*** Data ***

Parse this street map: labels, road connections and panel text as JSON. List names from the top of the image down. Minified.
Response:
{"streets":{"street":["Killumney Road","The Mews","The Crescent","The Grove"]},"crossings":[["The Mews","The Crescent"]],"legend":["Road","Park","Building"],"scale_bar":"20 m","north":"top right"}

*** End of Data ***

Task goal: Please reproduce the entire listing, exactly as shown.

Answer section:
Parse this street map: labels, road connections and panel text as JSON. List names from the top of the image down. Minified.
Response:
{"streets":{"street":["Killumney Road","The Mews","The Crescent","The Grove"]},"crossings":[["The Mews","The Crescent"]],"legend":["Road","Park","Building"],"scale_bar":"20 m","north":"top right"}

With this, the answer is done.